TASK STATEMENT → Every line from the opening of the records to the line with "Instruction: Build a" should be restated exactly, with both ends included and the pictures left out.

Stored data entries:
————

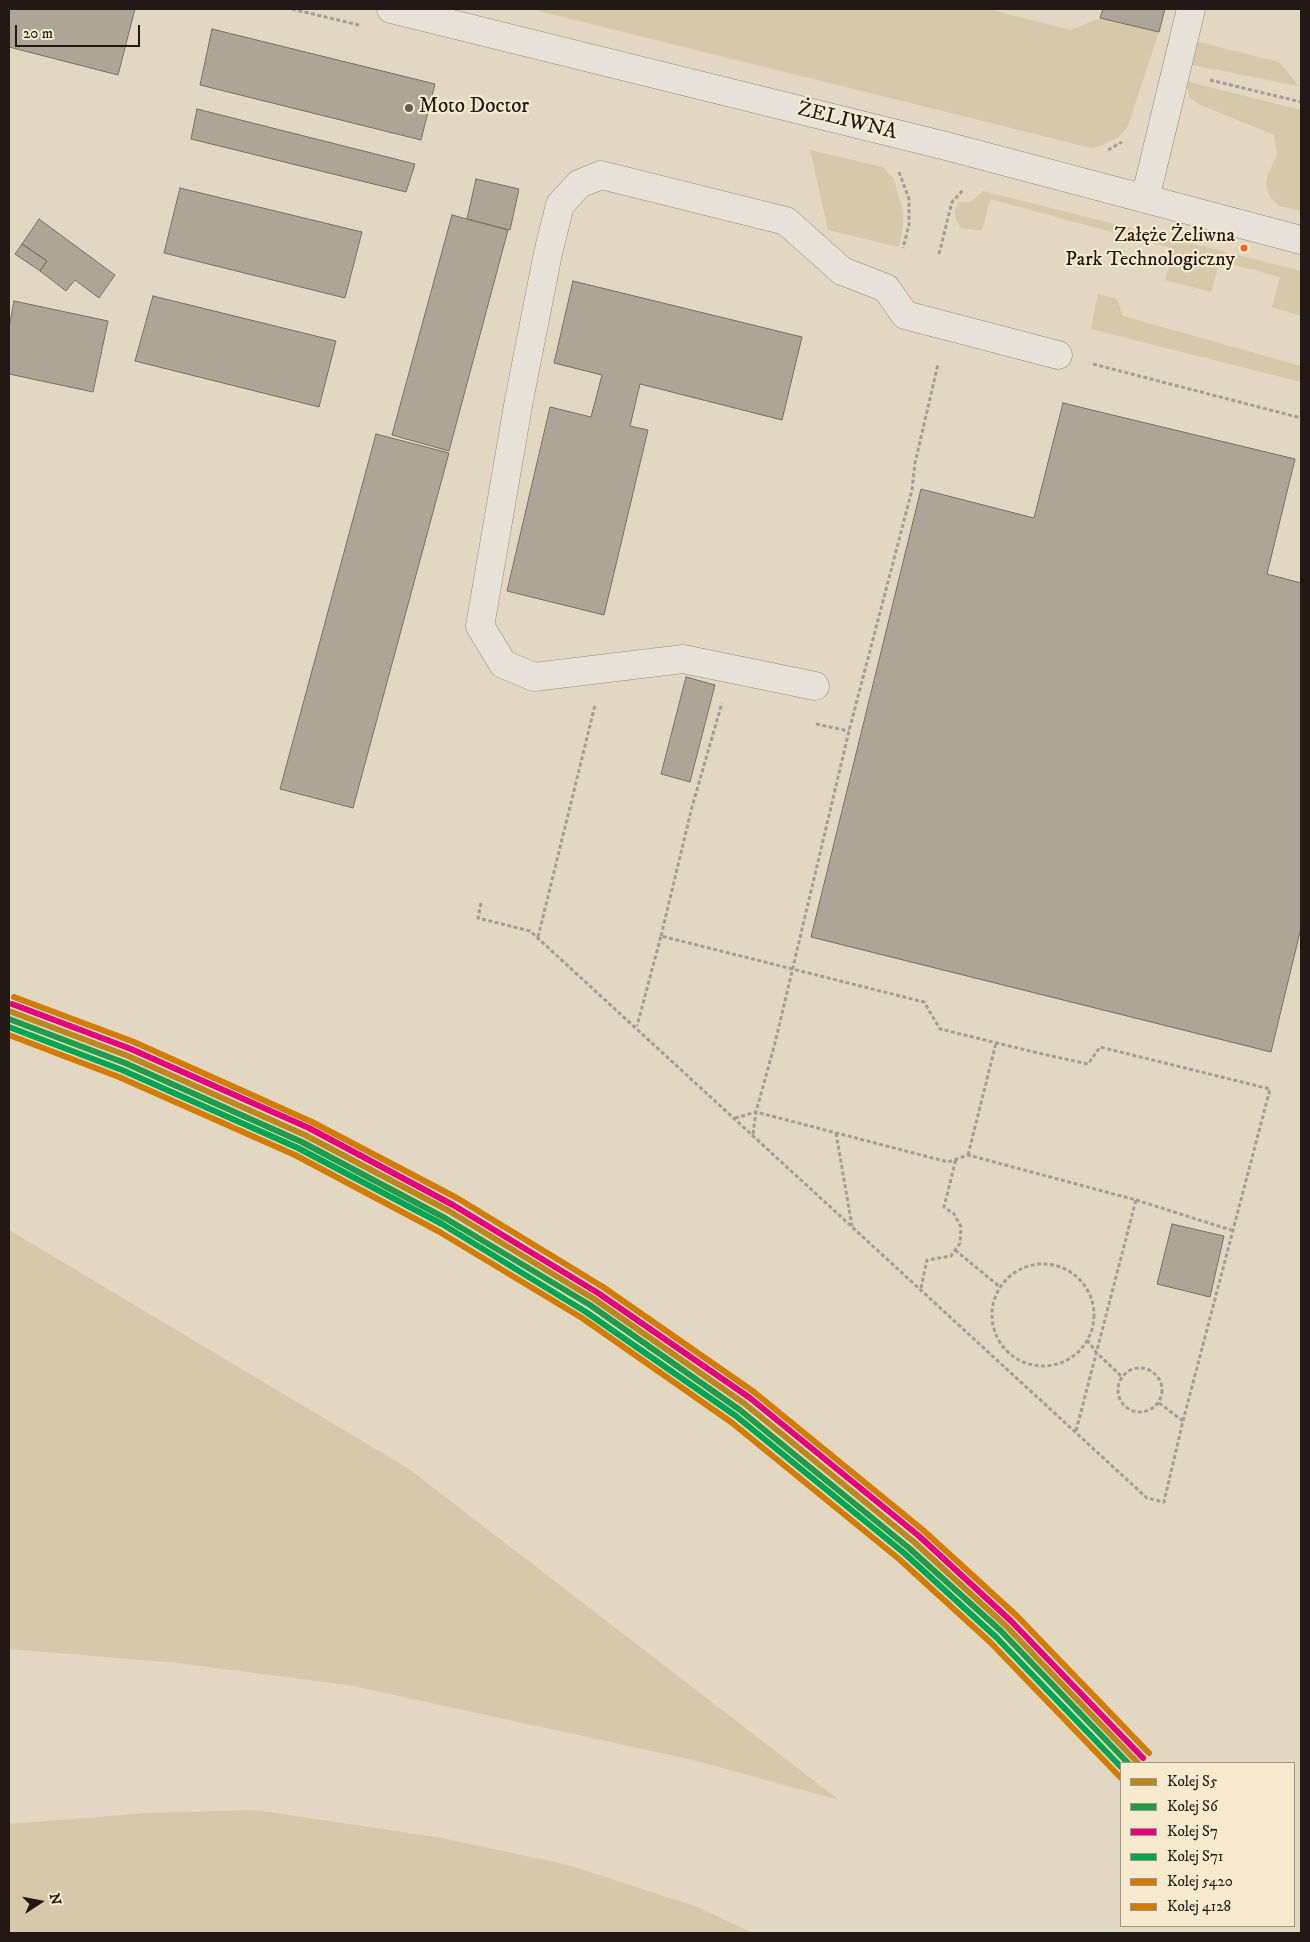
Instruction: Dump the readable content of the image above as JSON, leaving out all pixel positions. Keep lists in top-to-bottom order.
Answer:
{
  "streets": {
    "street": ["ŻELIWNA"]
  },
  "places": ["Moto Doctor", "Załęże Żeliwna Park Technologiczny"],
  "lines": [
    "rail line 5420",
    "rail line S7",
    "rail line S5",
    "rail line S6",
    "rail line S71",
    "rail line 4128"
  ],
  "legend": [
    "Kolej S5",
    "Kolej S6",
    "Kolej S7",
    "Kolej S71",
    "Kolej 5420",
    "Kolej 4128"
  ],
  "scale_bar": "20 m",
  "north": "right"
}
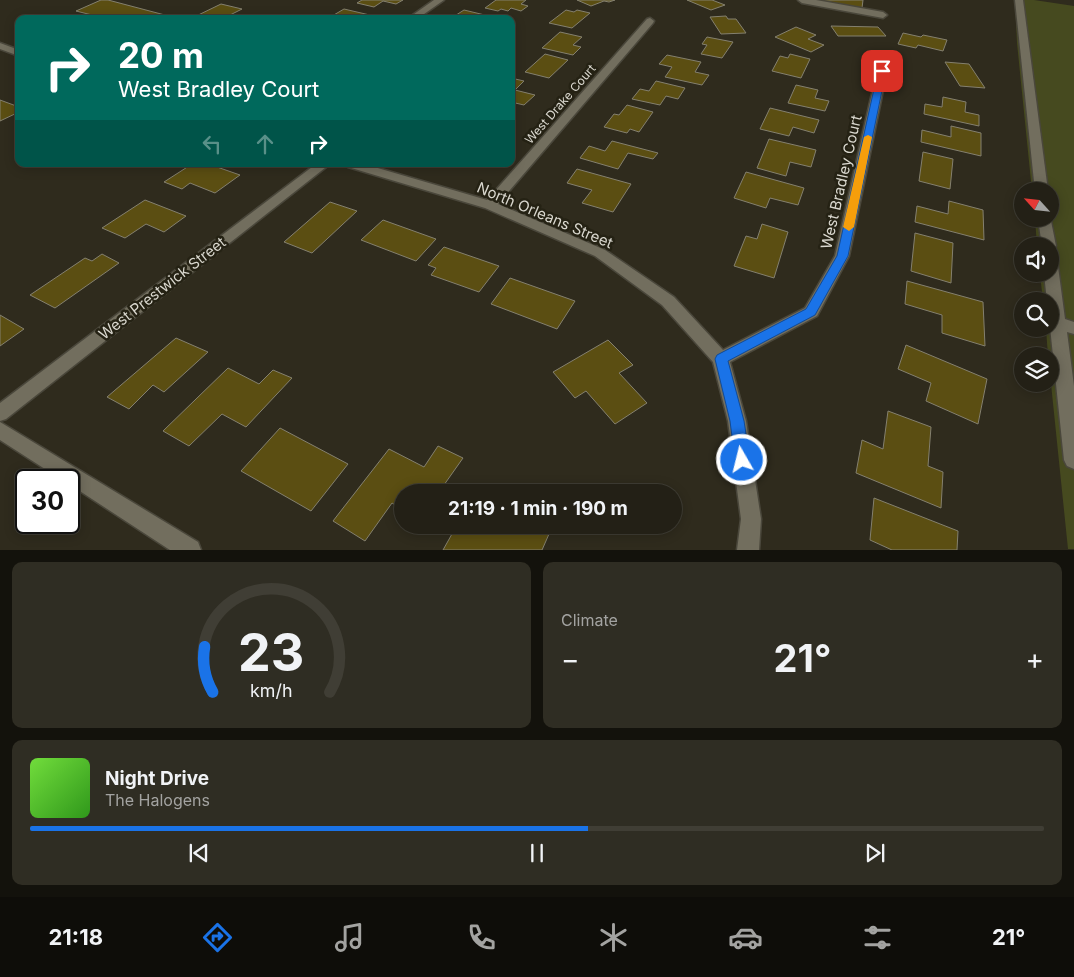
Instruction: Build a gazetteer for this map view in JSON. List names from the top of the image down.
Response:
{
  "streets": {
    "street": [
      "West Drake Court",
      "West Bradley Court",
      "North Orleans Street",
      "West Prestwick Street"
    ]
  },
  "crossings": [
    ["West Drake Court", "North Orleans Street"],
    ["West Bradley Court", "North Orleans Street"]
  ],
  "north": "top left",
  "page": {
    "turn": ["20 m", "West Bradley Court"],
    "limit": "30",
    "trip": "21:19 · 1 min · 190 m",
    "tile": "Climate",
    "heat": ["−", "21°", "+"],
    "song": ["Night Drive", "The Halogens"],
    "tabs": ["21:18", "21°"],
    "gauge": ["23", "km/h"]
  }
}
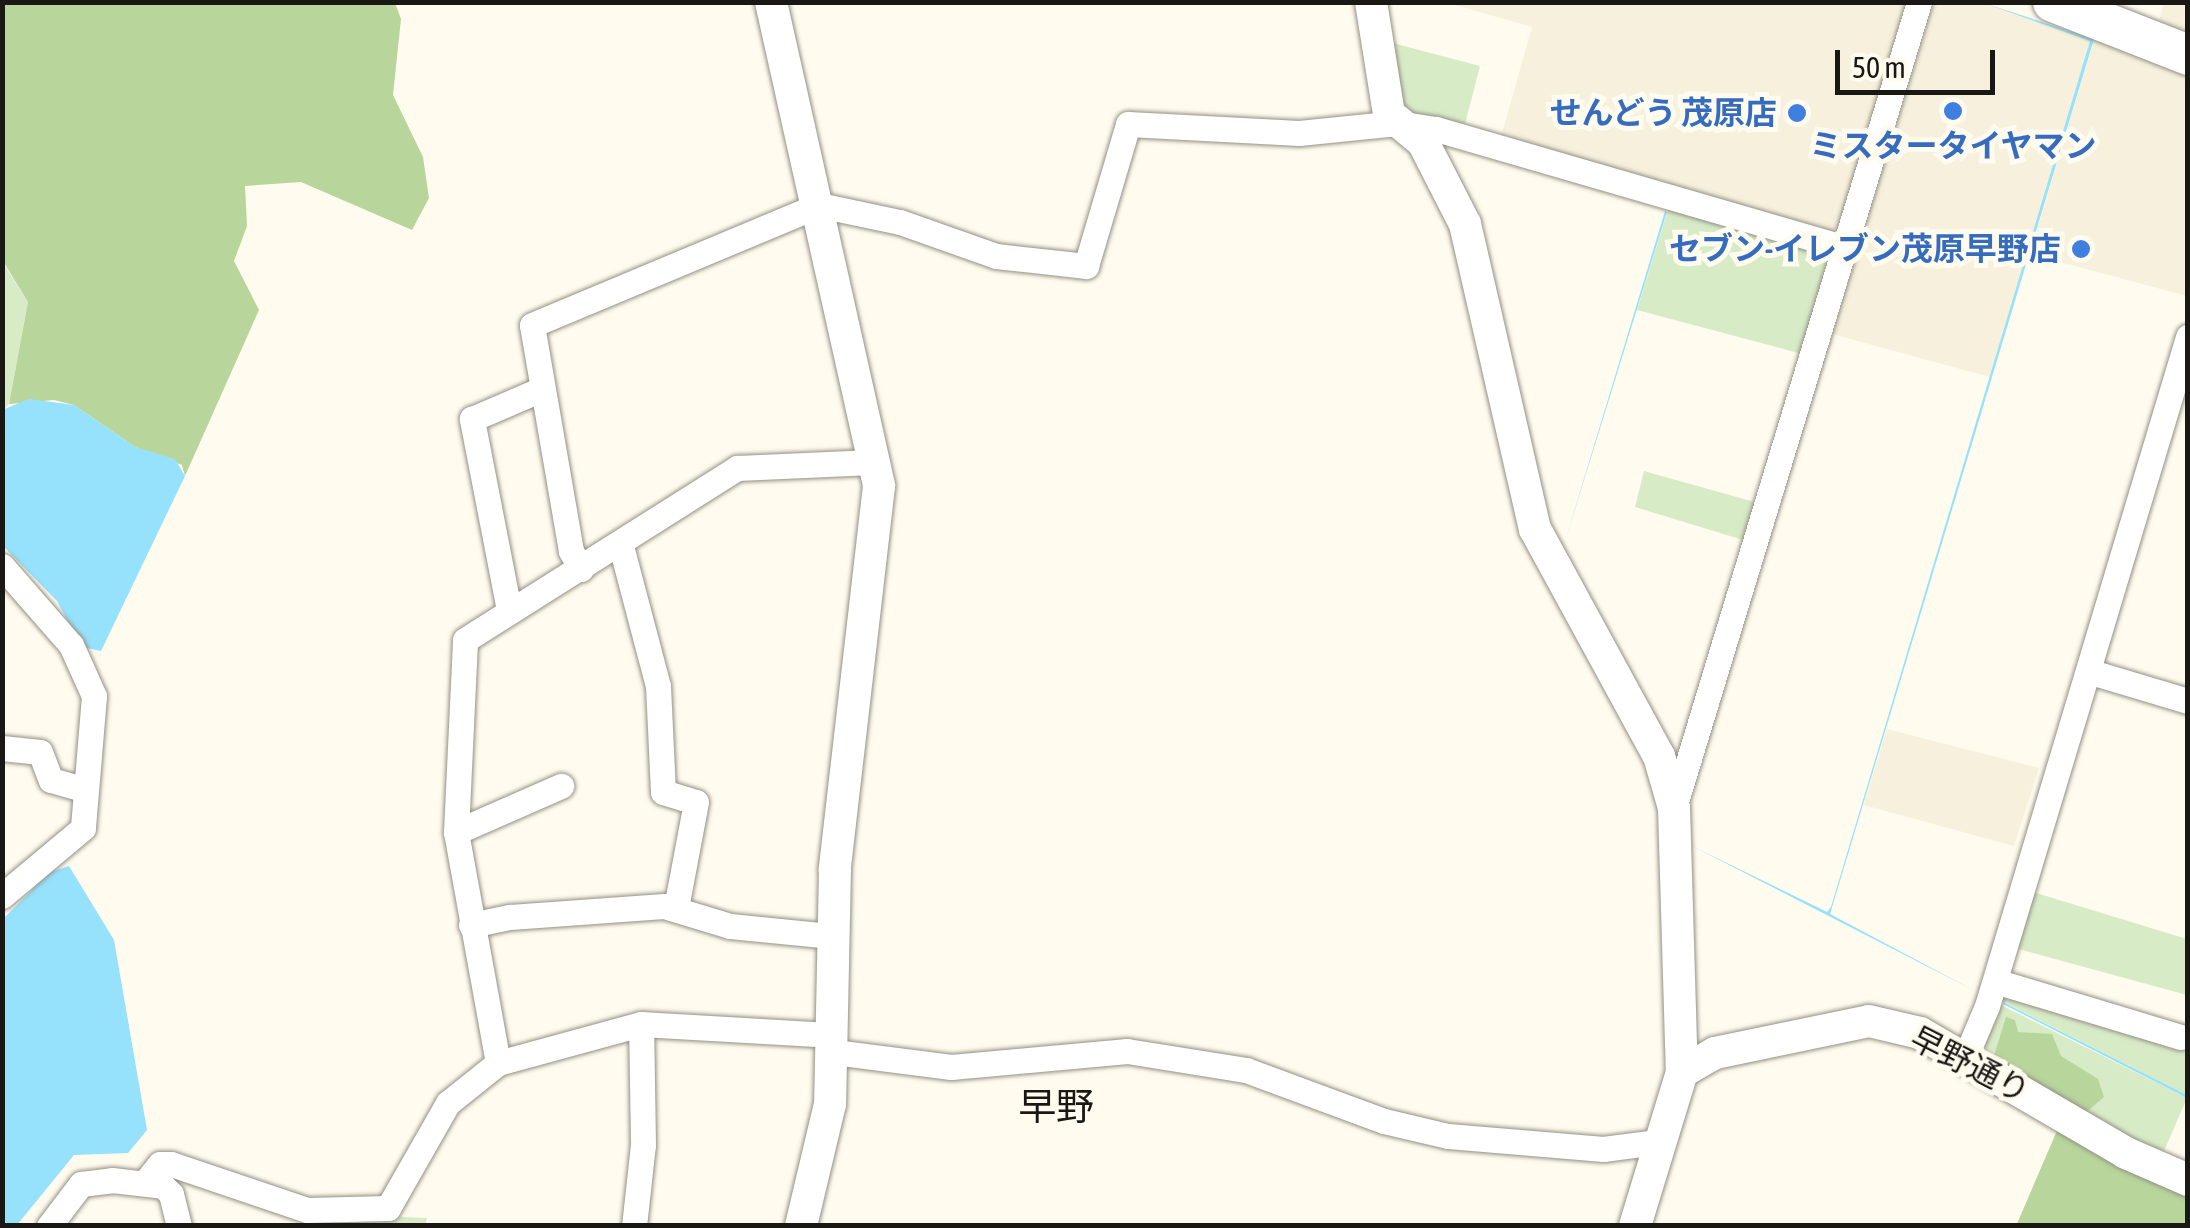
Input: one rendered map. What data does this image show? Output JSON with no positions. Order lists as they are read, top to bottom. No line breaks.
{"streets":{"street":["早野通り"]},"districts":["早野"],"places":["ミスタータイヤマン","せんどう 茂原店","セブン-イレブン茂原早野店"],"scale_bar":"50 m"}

————

FINISHED EXERCISE →
Instruction: Dump the readable content of the image above as JSON, leaving out all pixel positions. Keep lists in top-to-bottom order.
Answer:
{
  "streets": {
    "street": ["ŻELIWNA"]
  },
  "places": ["Moto Doctor", "Załęże Żeliwna Park Technologiczny"],
  "lines": [
    "rail line 5420",
    "rail line S7",
    "rail line S5",
    "rail line S6",
    "rail line S71",
    "rail line 4128"
  ],
  "legend": [
    "Kolej S5",
    "Kolej S6",
    "Kolej S7",
    "Kolej S71",
    "Kolej 5420",
    "Kolej 4128"
  ],
  "scale_bar": "20 m",
  "north": "right"
}
Instruction: Build a gazetteer for this map view in JSON. List names from the top of the image down.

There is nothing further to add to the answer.